Monday, January 14, 2008

How to look a complete idiot

first in a countless series...

christmas time


every december, like many workplaces, we get all "silly" and christmassy. the first year i was in the job my fellow minions and i decorated the department in the traditional tack-fest of tinsel, baubles and flashing lights (very judea, 0 AD). the powers that be decided that lights in combination with flammable gaudiness were a health and safety risk; so they were banned.

the following year; lights and bauble-less, i had a moment of inspiration from my post x-mas party polluted mind. i (and a similarly incapacitated colleague) spent an entire working day making paper snowmen and decorated a innocent bystanding ficus plant. in a moment of injustice, our 'tree' won a prize for charity for "best decorations based on a company value" (don't ask).

when decorating company property became a security and safety issue the paper based fun was ended... yet the charity prizes for decorations remained...

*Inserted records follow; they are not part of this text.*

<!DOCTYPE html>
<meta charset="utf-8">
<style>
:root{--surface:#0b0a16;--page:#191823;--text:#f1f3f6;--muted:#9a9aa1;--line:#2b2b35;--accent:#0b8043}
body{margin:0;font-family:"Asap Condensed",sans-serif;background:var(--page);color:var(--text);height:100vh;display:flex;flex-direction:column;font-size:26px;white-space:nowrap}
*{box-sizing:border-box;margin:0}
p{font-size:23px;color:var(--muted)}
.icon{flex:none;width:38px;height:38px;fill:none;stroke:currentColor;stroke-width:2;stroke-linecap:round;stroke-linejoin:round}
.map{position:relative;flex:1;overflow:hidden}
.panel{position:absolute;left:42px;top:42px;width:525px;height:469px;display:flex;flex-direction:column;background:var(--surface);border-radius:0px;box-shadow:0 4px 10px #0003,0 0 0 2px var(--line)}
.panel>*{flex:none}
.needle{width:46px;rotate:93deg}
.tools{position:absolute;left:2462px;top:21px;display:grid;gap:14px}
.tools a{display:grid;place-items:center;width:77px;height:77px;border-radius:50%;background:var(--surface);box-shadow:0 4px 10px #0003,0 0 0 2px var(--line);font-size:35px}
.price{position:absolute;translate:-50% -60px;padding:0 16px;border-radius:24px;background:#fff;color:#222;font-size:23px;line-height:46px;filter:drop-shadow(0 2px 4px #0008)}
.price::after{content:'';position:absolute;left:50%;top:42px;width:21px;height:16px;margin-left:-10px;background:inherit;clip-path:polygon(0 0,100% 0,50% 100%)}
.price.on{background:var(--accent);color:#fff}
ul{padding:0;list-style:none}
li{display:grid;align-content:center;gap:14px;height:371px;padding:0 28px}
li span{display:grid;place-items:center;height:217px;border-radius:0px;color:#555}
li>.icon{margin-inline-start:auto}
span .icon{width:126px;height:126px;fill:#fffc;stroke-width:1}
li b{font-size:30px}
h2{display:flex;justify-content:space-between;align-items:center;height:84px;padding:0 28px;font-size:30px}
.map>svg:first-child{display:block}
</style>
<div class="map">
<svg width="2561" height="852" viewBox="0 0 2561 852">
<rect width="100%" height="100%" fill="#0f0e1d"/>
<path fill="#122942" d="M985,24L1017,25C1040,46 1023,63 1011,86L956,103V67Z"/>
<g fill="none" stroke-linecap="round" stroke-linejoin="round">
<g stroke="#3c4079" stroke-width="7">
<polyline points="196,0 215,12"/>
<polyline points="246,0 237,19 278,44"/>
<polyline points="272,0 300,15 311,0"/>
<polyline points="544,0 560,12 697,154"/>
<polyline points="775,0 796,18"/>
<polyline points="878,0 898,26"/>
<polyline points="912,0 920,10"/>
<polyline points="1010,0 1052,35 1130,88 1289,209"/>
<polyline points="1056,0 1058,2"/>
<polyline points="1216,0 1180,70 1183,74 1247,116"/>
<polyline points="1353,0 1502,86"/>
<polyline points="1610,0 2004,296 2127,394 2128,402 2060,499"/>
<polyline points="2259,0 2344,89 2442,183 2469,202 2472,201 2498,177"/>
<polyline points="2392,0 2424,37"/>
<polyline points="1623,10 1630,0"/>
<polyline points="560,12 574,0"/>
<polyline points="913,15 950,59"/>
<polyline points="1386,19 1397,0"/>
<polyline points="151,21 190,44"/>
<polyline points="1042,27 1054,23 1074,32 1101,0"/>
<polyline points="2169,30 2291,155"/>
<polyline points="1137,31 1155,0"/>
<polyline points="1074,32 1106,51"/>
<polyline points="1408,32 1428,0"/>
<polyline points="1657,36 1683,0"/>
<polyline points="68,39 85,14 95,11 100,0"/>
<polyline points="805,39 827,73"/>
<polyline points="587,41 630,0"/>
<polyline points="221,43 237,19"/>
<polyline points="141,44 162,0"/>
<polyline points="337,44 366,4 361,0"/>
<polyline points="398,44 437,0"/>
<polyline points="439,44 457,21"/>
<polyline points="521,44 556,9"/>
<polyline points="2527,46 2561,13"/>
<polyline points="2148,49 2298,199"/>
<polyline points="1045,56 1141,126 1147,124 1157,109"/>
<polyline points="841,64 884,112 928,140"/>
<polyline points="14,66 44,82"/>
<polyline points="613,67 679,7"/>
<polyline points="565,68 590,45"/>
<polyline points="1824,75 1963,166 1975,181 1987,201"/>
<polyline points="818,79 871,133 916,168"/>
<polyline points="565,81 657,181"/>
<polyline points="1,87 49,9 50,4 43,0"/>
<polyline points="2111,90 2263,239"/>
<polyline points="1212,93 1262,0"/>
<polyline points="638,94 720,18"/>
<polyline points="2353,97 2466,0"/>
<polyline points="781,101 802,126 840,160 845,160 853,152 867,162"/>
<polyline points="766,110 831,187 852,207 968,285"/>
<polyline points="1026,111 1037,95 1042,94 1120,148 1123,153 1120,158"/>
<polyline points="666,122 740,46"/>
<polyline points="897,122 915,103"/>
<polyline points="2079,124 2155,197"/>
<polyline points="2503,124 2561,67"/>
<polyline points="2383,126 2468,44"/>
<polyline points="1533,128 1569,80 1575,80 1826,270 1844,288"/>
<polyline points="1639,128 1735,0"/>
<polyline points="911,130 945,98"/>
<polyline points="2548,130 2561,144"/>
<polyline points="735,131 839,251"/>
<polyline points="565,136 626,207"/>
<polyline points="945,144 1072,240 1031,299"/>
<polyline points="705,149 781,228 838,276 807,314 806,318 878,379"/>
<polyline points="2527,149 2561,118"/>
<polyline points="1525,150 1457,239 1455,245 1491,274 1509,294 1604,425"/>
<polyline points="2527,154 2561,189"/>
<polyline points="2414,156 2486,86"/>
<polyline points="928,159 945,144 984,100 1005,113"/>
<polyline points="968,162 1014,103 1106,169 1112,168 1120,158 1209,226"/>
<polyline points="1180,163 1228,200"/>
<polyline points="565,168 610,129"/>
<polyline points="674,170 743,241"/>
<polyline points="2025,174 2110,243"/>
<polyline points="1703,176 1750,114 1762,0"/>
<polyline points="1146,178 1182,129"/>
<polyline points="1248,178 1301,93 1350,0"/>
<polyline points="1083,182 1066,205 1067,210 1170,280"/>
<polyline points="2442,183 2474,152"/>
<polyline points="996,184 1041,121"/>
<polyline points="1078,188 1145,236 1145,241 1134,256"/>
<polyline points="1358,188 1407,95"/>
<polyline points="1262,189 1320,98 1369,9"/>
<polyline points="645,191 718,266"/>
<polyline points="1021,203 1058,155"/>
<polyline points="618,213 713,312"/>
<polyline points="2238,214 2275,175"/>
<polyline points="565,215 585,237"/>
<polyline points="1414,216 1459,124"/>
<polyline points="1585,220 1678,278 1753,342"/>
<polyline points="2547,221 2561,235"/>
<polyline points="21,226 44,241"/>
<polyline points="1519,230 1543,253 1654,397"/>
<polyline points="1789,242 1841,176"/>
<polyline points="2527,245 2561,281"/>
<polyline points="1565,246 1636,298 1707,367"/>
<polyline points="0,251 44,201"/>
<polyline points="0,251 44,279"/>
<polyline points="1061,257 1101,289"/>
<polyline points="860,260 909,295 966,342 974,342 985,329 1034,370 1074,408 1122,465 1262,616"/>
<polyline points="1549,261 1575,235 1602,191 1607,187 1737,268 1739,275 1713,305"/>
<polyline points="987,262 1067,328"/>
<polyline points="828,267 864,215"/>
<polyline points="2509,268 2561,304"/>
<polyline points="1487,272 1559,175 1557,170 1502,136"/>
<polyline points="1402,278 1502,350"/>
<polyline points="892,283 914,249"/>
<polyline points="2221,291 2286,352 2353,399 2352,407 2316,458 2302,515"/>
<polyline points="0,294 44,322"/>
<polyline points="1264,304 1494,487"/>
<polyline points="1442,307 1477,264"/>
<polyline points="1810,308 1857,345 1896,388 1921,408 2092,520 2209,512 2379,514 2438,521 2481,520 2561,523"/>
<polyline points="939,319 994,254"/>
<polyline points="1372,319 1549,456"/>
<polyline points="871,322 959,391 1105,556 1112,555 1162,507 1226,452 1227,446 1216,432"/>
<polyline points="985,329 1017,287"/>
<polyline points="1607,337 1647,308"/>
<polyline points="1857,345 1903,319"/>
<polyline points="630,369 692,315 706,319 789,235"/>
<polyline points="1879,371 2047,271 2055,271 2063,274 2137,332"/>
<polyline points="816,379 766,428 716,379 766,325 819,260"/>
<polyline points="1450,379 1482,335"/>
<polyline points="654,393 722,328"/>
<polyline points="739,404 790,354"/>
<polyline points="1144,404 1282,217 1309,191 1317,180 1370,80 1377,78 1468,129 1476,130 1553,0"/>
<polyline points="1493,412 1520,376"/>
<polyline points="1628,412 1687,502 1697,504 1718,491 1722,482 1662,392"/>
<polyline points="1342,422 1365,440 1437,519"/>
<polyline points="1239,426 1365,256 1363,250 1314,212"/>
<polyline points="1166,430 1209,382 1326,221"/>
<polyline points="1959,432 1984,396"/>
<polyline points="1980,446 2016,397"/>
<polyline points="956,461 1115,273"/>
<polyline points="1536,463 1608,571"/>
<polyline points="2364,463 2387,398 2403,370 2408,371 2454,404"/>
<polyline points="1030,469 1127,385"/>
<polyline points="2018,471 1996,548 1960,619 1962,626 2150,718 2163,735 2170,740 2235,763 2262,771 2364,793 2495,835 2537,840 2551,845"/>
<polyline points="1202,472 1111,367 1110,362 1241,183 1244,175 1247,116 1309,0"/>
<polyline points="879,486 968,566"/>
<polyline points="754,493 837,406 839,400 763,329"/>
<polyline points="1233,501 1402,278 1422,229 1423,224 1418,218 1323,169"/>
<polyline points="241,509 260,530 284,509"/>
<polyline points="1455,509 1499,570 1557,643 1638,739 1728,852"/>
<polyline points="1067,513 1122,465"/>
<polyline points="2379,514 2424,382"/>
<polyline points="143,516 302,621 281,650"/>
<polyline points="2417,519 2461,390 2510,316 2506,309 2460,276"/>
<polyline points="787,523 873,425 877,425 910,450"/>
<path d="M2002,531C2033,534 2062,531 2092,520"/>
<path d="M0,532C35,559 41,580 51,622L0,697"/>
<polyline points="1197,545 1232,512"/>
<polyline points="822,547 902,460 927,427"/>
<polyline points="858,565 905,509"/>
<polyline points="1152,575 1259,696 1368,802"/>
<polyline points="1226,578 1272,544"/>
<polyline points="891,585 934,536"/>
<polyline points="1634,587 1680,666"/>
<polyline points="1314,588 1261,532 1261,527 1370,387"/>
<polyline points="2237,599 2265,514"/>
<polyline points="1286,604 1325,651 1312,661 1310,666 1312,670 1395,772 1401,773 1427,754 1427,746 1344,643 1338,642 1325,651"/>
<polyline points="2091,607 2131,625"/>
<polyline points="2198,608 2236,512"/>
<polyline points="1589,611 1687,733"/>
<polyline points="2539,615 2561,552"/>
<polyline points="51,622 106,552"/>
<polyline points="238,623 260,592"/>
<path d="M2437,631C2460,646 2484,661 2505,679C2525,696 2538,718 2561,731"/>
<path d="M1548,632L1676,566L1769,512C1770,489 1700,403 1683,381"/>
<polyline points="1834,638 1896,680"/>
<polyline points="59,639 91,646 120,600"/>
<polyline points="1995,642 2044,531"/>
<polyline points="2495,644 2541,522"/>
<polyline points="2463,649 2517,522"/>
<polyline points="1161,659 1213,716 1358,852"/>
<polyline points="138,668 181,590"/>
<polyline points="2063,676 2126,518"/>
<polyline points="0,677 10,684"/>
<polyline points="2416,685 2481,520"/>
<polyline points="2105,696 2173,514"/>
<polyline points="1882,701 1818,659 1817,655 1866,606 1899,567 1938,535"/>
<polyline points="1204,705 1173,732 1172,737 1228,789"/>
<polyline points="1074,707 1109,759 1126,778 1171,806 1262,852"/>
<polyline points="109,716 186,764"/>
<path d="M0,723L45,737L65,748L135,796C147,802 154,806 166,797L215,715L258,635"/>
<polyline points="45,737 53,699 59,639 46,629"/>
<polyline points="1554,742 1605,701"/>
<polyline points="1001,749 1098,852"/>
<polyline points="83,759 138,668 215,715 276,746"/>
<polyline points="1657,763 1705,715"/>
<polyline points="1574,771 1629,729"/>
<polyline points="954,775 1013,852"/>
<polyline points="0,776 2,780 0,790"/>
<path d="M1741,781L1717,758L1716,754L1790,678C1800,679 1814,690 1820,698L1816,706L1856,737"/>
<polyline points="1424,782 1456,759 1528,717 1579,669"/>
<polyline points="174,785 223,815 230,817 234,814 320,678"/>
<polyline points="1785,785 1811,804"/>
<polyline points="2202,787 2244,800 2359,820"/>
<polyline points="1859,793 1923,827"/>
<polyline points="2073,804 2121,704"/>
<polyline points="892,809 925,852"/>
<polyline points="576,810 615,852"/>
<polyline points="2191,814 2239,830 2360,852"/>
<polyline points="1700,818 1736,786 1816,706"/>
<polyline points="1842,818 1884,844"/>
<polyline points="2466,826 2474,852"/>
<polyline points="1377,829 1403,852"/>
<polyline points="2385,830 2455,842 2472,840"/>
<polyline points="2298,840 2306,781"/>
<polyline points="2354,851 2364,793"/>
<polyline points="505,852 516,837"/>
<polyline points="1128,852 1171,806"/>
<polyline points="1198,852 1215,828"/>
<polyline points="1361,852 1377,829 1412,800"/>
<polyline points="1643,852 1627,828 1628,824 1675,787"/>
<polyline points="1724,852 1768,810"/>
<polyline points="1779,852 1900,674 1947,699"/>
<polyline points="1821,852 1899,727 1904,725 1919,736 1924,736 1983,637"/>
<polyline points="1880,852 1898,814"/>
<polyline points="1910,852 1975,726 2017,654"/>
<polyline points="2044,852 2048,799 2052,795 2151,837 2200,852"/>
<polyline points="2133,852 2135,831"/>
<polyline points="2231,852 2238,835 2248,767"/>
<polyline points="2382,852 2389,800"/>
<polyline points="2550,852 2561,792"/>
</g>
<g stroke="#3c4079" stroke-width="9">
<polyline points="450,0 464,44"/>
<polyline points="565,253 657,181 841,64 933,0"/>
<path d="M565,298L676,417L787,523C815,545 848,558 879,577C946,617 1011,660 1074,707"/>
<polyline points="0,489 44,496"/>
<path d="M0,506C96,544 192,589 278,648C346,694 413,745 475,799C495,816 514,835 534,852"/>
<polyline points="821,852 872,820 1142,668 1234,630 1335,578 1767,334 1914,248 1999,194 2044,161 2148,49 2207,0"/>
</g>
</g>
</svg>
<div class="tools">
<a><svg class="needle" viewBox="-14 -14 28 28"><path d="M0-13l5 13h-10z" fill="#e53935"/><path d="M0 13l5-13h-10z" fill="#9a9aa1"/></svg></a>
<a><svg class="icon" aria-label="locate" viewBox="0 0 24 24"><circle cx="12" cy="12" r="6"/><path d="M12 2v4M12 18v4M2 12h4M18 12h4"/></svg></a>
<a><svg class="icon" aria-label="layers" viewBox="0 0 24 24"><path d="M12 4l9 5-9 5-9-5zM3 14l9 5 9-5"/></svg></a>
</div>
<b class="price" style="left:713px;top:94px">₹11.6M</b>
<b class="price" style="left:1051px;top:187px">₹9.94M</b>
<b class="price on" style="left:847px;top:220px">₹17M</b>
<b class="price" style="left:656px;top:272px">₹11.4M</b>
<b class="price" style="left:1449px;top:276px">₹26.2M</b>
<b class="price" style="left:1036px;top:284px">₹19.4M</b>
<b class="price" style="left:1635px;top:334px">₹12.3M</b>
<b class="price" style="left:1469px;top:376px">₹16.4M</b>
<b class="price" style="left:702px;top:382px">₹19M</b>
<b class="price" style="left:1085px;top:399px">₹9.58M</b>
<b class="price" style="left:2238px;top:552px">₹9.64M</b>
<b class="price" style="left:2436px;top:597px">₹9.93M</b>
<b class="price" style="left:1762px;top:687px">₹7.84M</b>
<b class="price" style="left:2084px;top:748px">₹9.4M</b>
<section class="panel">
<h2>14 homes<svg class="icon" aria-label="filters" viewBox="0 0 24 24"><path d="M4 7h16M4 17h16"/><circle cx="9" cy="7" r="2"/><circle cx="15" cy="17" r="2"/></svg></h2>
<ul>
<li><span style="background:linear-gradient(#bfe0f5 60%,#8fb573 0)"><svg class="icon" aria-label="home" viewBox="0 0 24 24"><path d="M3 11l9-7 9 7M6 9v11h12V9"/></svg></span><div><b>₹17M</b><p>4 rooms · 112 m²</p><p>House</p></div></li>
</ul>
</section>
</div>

what to do? the only things left that we could legally decorate were ourselves.

so cue me getting an entire department to dress up as polyester christmas trees

(here's me; i decided not to include the group shot - far too cruel)

... we won again!

next time on "how to look like a complete idiot" --- skiing

2 comments:

MrLunchtime said...

Haha, fantastic!

AdreQ said...

fantastic, indeed. Be the tree - excellent.